DATA TO PROCESS:
^^^^^^^^

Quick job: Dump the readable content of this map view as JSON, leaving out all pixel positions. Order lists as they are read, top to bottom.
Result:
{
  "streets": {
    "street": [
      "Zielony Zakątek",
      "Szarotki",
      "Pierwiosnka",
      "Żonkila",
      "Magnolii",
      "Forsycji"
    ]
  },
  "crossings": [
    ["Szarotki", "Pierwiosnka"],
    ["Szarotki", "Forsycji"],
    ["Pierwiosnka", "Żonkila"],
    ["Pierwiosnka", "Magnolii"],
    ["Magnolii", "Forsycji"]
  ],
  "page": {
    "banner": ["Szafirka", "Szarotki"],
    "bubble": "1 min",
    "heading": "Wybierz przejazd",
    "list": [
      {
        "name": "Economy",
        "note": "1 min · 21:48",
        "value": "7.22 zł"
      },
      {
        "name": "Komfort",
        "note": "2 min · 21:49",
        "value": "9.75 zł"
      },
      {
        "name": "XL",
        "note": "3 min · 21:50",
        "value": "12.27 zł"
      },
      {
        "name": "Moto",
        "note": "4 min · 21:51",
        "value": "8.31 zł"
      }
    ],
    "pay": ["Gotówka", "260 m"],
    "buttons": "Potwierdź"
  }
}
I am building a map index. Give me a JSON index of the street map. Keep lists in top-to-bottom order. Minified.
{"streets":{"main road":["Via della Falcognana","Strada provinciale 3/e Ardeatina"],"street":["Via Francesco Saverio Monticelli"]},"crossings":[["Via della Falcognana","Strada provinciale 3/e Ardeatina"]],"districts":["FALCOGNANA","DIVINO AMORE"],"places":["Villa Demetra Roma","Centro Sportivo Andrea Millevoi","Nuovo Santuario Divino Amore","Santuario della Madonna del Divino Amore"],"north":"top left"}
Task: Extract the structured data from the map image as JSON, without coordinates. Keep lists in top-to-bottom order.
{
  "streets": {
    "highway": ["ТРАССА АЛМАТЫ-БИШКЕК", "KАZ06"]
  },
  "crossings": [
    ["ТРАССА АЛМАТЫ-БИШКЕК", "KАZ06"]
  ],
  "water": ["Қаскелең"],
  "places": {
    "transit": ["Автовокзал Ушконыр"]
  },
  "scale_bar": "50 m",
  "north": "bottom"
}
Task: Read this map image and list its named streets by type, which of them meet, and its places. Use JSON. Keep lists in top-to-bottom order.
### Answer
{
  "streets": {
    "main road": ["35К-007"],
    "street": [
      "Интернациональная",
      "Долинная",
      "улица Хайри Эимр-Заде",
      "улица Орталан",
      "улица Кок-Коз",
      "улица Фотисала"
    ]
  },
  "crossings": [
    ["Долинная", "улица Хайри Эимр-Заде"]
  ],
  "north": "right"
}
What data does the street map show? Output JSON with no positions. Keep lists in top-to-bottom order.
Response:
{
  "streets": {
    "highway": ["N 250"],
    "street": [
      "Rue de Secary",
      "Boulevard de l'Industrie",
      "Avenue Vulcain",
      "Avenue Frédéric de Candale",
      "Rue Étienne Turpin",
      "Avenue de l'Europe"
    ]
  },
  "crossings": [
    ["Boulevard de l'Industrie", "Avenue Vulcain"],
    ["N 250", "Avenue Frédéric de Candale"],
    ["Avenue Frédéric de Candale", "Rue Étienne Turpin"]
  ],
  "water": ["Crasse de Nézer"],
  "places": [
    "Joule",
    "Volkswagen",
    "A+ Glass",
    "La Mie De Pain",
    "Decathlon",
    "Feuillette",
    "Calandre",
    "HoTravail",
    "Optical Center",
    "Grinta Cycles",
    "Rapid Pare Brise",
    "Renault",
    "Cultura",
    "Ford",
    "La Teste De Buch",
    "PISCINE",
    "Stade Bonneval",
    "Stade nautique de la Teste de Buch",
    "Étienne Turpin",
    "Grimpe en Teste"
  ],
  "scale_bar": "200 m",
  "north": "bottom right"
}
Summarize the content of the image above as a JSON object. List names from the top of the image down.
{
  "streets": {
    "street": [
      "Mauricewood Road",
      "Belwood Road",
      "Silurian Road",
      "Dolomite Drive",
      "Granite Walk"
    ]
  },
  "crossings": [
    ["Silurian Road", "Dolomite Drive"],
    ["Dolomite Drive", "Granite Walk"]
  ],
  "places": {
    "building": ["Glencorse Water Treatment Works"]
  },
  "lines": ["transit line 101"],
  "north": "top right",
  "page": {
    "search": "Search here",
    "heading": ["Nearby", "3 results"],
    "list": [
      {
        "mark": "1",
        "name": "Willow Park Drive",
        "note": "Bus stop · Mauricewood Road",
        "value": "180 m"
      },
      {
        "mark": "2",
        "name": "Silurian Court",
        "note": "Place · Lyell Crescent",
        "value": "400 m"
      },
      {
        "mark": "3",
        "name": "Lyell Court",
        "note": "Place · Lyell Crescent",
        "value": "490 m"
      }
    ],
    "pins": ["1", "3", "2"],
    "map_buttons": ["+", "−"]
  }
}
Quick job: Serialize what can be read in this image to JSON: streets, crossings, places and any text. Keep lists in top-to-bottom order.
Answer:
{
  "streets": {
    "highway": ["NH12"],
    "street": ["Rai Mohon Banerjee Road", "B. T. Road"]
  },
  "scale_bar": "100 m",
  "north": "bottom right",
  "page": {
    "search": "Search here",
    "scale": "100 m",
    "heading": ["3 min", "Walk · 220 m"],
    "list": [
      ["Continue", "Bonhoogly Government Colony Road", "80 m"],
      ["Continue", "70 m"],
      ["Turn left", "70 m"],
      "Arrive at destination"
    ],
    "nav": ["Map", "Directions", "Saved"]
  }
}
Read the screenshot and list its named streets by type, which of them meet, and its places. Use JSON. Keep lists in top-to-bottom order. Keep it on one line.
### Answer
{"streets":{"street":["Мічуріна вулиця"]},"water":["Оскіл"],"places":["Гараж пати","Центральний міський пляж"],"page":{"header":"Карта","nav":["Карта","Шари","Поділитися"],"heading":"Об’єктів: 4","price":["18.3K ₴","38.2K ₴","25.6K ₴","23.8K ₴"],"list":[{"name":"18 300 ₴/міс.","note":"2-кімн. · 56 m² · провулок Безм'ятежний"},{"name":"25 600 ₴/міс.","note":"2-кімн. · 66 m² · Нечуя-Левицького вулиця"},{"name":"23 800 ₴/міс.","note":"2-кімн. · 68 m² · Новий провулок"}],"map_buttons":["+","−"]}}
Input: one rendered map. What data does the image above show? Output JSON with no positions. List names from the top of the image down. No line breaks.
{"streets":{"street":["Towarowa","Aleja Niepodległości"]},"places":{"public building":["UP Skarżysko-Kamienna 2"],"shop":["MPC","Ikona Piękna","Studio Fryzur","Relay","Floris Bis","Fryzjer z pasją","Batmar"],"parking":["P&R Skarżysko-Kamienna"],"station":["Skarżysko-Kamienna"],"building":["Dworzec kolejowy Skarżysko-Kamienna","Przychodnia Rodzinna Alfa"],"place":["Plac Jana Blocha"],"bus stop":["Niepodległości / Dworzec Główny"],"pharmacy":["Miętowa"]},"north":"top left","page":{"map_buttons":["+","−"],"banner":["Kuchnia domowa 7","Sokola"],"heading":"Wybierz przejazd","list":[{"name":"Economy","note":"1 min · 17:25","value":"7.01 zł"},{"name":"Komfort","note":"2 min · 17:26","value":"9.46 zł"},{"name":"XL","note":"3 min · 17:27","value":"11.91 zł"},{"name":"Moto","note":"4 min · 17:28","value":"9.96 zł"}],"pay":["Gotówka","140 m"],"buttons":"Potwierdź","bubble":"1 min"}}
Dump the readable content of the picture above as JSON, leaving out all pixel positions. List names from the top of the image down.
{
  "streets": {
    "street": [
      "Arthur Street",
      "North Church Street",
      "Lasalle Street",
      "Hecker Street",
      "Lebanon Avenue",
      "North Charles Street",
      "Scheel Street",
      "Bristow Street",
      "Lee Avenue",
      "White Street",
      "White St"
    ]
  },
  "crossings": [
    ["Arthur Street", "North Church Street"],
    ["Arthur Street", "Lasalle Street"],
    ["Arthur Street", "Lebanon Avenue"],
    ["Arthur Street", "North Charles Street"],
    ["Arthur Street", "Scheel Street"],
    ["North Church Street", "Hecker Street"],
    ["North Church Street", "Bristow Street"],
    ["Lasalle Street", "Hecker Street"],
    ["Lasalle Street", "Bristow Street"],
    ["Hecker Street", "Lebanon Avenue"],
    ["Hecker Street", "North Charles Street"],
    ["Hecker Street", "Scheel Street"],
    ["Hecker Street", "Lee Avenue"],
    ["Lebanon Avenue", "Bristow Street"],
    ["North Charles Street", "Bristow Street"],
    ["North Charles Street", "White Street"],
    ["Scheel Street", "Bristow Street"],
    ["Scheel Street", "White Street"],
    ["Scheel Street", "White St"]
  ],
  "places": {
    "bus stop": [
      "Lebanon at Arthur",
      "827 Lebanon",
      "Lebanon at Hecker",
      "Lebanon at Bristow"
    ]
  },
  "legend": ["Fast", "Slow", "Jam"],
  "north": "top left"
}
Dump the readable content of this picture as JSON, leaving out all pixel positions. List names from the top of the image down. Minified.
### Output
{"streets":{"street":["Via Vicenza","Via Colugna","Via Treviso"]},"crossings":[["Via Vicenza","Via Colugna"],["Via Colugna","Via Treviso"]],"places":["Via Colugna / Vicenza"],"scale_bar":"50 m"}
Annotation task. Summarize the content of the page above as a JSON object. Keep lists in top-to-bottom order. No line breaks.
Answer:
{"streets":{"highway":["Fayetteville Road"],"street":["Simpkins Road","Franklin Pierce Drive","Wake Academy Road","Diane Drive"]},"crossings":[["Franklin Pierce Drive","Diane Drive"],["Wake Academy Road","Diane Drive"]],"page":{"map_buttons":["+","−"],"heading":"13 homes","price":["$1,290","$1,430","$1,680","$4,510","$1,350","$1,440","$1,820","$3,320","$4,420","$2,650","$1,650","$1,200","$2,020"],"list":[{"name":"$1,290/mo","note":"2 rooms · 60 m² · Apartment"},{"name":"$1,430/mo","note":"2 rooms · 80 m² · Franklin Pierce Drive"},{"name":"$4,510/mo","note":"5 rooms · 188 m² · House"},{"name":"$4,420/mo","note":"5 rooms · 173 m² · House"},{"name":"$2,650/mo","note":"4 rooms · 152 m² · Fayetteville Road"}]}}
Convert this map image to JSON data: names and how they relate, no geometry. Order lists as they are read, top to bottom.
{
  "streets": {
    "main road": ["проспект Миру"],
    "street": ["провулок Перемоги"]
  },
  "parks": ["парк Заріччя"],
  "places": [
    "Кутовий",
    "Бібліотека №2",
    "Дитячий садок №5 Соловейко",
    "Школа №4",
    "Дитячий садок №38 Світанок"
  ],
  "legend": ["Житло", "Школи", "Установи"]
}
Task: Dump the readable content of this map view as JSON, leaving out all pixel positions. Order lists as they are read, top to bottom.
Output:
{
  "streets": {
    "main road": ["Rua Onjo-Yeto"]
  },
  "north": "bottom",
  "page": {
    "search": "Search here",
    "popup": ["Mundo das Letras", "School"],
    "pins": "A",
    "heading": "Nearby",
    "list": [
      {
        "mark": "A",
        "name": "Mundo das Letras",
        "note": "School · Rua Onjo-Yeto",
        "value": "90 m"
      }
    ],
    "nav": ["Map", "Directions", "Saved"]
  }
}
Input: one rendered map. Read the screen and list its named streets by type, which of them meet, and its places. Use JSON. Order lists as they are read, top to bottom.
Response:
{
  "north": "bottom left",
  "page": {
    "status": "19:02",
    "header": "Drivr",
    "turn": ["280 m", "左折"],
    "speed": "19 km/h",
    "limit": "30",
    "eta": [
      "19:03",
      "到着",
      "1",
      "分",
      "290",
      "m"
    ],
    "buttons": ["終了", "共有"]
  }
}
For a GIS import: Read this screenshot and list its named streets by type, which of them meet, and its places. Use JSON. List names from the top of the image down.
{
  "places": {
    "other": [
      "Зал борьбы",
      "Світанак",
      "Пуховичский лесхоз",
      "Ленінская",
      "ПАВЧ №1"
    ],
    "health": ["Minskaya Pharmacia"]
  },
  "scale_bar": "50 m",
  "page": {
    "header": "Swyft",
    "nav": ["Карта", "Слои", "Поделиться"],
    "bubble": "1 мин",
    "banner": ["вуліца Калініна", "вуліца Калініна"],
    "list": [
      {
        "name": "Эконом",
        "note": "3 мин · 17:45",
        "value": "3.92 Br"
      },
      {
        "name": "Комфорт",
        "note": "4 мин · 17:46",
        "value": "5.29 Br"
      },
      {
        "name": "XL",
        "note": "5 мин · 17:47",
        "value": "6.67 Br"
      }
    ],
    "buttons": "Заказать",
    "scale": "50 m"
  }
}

^^^^^^^^

EXERCISE:
In the listing above, count each line that holds the string "view". Give the number only.

YOUR RESPONSE:
2